Have you looked at the Nabi? Those are 7" screens, have wifi, games and apps to download - think it runs on andriod..

Designed for kids..


----------



## ffemt128 (Nov 28, 2012)

winemaker_3352 said:


> Yeah that is the downside - they are the same size as the iphone.
> 
> Have you looked at the Nabi? Those are 7" screens, have wifi, games and apps to download - think it runs on andriod..
> 
> Designed for kids..


 

I did look into them, most of the reviews were not all that great. I need to go and physically look at some of the various options out there.


----------



## cpfan (Nov 28, 2012)

One thing that I don't like about the Kindles and iPads is that they don't accept a digital memory card. Other devices accept microSD cards (eg the Samsung Galaxy Tab 2).

This may or may not be important to your needs, especially as not everything can be put on the memory card.

Steve


----------



## DoctorCAD (Nov 28, 2012)

cpfan said:


> One thing that I don't like about the Kindles and iPads is that they don't accept a digital memory card. Other devices accept microSD cards (eg the Samsung Galaxy Tab 2).
> 
> This may or may not be important to your needs, especially as not everything can be put on the memory card.
> 
> Steve



Same issue with the Google Nexus tabs. No SD slot.


----------



## keena (Nov 28, 2012)

I did 7 presentations here in college on the kindle fire... Don't get it for a kid, lol. Like others have said, the nexus 7 is your best bang for your buck right now. Comes with newest Android platform and runs Android as it is supposed to. The kindle runs a restricted version of Android. The no sd slot is only an issue if you plan to use it as a full scale mp3 player. You will never full the memory with just apps. 

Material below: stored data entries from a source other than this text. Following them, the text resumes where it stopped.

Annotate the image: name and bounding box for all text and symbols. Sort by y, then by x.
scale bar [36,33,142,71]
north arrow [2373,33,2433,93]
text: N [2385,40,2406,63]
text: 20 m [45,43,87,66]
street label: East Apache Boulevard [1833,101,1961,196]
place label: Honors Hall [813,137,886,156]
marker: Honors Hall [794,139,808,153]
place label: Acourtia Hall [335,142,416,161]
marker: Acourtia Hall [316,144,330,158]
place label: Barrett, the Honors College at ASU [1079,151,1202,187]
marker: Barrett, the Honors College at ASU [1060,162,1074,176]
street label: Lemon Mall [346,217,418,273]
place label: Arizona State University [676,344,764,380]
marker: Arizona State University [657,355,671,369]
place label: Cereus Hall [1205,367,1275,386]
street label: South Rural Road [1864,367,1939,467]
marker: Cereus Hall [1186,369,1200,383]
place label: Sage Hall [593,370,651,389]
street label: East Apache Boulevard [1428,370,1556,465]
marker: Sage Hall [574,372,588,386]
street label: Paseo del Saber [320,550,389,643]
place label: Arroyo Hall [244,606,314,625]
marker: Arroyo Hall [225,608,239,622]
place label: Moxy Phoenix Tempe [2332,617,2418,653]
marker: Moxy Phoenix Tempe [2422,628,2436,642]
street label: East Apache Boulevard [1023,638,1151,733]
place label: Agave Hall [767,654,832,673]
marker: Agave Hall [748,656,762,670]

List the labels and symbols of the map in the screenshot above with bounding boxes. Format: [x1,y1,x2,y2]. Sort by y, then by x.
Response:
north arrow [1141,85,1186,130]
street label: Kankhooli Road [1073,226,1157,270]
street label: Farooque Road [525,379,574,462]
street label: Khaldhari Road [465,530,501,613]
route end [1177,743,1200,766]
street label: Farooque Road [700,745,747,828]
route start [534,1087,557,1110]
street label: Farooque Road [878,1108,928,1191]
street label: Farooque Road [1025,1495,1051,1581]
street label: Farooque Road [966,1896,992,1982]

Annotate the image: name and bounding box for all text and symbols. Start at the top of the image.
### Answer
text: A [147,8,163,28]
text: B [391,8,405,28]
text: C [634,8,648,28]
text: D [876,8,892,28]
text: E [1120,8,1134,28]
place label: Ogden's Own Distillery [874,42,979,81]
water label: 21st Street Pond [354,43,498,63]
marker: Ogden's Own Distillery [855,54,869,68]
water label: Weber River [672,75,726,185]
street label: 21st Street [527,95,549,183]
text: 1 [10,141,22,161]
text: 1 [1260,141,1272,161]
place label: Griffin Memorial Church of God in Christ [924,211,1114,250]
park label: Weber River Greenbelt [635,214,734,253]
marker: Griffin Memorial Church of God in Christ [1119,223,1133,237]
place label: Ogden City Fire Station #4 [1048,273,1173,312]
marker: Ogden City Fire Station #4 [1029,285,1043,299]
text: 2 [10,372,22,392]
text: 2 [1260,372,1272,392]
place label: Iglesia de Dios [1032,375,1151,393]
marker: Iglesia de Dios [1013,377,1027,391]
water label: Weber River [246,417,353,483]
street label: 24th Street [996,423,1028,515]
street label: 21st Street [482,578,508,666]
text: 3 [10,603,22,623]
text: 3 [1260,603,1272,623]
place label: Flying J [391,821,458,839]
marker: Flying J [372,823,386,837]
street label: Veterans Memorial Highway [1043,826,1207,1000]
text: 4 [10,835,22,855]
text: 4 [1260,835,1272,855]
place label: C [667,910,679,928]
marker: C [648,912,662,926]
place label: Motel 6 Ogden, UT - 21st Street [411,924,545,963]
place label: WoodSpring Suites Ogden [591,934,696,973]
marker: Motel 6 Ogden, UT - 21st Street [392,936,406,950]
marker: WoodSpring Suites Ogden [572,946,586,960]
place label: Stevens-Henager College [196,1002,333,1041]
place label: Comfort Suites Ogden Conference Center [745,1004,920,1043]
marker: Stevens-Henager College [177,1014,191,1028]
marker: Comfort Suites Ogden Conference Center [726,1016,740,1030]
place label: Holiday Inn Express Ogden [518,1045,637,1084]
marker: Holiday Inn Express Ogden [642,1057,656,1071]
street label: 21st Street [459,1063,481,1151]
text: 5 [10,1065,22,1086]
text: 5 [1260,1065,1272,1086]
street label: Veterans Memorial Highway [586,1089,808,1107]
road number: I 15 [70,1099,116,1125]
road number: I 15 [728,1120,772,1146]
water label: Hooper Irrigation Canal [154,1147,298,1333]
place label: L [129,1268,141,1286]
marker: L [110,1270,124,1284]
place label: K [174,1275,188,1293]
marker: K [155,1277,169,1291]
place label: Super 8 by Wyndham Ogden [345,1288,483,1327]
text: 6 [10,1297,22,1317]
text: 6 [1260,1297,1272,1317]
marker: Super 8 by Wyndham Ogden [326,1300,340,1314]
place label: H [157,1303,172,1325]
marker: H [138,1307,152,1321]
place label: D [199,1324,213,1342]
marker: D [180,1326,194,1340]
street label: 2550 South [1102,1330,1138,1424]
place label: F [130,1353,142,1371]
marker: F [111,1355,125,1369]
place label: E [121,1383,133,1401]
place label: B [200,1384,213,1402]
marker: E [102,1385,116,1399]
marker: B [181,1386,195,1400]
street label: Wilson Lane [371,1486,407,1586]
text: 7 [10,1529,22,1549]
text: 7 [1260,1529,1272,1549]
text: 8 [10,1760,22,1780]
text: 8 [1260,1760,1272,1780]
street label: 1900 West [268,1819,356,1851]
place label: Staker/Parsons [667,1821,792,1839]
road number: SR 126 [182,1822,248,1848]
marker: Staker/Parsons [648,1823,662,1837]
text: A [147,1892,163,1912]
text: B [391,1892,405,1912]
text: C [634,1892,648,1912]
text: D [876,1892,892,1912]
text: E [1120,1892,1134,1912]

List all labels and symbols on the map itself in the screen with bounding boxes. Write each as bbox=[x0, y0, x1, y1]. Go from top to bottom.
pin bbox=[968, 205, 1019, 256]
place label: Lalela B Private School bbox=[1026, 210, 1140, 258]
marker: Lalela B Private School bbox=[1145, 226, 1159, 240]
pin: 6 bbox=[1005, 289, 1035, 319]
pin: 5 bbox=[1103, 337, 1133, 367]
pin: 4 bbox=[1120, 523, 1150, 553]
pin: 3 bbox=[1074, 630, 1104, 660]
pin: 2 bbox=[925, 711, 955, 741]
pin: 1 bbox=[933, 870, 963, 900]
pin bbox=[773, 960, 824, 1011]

My opinion, get the nexus 7. Its cheaper than I pad, better than ipad, and a top of the line Android device.


----------



## winemaker_3352 (Nov 28, 2012)

That is the downside as well - no microSD slots - although you can store 5GB on the iCloud..

There are a lot of options out there - get what suits your kids the best - mine loved the small handheld ones - so we went with that.

They did have the Innotab - they liked that - but the games that they could download got to easy for them - and they got tired of holding that when watching movies.

They loved to listen to music a lot as well - so the smaller version suited them better.

Check consumer reports or cnet reviews on them - should find some good info for comparison..


----------



## GreginND (Nov 28, 2012)

$700 for an iPad? Must be one of the higher end ones.

I have the new iPad mini. For $329 it's not too bad in price. Yes, more than some of the other tablets of similar size but I already have lots of apps for it. I love the form factor.


----------



## Wade E (Nov 28, 2012)

Pumpkinman said:


> Yep, I've heard the Nexus is a beast, very good piece of equipment. It's really hard for me to say anything against getting technology for a young child, my children grew up around computers, have always had a desktop and laptop, in this day and age, it is almost a necessity.
> If the apps are the reason to get it...I have a hard time with getting an IPad.
> The problem I had was that my daughter used money she was saving for a car, when I told her "I hope you can drive that IPad, maybe you can sit with it and pretend it is a car"...._*.the wise *** downloaded some sort of app that mad "Vroom Vroom" car like sounds and played it for me.....LMAO!!!*_


_*
*_ 
Oh Snap!!! ROFLMAO!!!!!


----------



## Runningwolf (Nov 28, 2012)

Pumpkinman said:


> My 20 yr old daughter (yep, I'm old) had to have an IPad, obsessed over it for a few weeks She pulled the trigger and bought it herself, after a week, she realized that it was a lot of hype, that she didn't need an IPad, she just returned it, ordered a Kindle Fire HD and saved several hundred dollars.
> .


 This is pretty funny. I bought the ASUS TF700T-B1-CG 10.1-Inch Tablet two weeks ago after doing all the research trying to decide what to get. I brought it home and played with it all night going back and forth between my laptop. I went to bed that night thinkingwhat the hell did I just buy. I kept going back to the laptop because it was so much easier. I returned it two days later after giving it one more shot. Keep in mind I also have an Android phone and can do everything on there that I need to do also when the laptop isn't there.

My biggest thing is I want Microsoft office to be able to run on it at full capacity. I think I'll wait a while for the windows based tablets to catch up then think about getting another one.


----------



## ibglowin (Nov 28, 2012)

Good luck with that! 



Runningwolf said:


> I think I'll wait a while for the windows based tablets to catch up then think about getting another one.


----------



## BobF (Nov 28, 2012)

Dan - sounds you should be looking at a netbook. Or just stick with the laptop.


----------



## ffemt128 (Dec 9, 2012)

Well after a lot of research reading reviews and speaking with people who have tablets, I decided on the Samsung Galaxy for my daughter. It's charging now then will go in the box for wrapping.


----------